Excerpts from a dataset
-*-

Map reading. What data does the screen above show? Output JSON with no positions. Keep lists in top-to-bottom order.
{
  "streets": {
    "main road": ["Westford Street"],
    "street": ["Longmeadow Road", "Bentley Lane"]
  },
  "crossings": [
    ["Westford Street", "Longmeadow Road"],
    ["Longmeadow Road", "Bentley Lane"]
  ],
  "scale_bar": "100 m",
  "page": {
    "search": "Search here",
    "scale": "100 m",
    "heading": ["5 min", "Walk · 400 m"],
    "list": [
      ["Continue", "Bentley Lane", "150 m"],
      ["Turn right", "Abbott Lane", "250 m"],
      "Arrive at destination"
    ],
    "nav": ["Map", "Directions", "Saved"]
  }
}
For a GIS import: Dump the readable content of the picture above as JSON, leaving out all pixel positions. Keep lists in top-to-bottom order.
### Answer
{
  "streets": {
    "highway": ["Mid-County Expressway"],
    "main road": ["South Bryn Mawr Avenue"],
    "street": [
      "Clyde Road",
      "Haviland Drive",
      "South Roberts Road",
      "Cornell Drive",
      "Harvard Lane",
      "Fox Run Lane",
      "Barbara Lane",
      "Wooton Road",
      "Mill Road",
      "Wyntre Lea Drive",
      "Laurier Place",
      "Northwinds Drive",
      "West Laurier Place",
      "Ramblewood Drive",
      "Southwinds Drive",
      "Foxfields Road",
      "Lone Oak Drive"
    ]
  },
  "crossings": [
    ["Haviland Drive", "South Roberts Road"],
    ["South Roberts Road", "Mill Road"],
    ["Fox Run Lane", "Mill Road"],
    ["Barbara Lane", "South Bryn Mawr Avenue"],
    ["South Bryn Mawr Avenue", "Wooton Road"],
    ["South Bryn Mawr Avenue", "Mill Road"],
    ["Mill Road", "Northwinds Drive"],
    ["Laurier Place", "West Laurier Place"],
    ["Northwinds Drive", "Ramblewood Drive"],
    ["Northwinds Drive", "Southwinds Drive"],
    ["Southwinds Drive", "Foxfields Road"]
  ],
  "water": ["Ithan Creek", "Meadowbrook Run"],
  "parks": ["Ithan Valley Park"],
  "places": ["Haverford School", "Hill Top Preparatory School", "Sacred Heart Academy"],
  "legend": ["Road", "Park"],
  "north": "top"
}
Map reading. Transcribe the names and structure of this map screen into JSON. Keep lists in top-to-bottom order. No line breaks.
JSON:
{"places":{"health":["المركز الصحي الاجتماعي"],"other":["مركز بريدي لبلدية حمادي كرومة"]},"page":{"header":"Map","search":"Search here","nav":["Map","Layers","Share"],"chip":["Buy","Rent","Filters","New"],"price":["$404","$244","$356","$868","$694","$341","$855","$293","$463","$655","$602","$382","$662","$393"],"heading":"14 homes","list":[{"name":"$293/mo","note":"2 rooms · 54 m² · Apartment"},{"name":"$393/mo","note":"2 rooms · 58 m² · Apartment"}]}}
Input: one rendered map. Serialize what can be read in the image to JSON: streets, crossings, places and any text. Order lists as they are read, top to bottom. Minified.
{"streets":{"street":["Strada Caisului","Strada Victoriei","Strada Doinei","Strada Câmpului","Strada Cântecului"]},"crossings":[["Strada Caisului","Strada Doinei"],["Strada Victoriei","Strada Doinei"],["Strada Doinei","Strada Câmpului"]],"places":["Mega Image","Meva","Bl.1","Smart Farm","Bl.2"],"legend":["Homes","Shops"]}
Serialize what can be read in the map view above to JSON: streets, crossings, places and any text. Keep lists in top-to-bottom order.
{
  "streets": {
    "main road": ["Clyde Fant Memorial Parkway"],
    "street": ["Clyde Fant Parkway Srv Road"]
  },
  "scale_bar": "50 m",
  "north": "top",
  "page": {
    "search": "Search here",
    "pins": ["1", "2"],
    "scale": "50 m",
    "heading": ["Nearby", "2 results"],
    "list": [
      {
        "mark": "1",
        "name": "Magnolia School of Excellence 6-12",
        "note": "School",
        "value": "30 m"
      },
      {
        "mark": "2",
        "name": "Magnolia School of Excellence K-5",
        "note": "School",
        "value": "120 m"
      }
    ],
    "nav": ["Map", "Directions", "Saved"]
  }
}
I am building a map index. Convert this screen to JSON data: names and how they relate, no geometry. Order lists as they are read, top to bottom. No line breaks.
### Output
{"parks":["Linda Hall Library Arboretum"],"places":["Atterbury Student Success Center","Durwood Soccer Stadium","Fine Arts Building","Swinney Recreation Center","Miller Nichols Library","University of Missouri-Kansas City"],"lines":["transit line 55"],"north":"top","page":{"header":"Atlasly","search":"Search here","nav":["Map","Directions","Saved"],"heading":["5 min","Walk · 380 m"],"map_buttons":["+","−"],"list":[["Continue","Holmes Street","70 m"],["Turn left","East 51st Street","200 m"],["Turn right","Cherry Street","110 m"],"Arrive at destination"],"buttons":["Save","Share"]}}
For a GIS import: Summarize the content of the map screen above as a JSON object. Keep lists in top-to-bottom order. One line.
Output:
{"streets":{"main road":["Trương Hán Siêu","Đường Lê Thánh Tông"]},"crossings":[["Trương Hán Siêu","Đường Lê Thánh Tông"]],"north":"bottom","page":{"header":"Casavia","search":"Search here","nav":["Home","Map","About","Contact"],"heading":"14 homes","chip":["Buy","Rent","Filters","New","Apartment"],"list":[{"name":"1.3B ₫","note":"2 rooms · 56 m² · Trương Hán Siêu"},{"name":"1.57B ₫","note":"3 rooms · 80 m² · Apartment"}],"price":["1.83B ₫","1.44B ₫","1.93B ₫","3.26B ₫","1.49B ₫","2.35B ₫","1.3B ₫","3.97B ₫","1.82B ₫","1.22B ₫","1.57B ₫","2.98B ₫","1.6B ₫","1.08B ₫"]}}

-*-

Assignment:
The reply should consist of one number, the count of lines above with the string "content" in them.

Result below:
2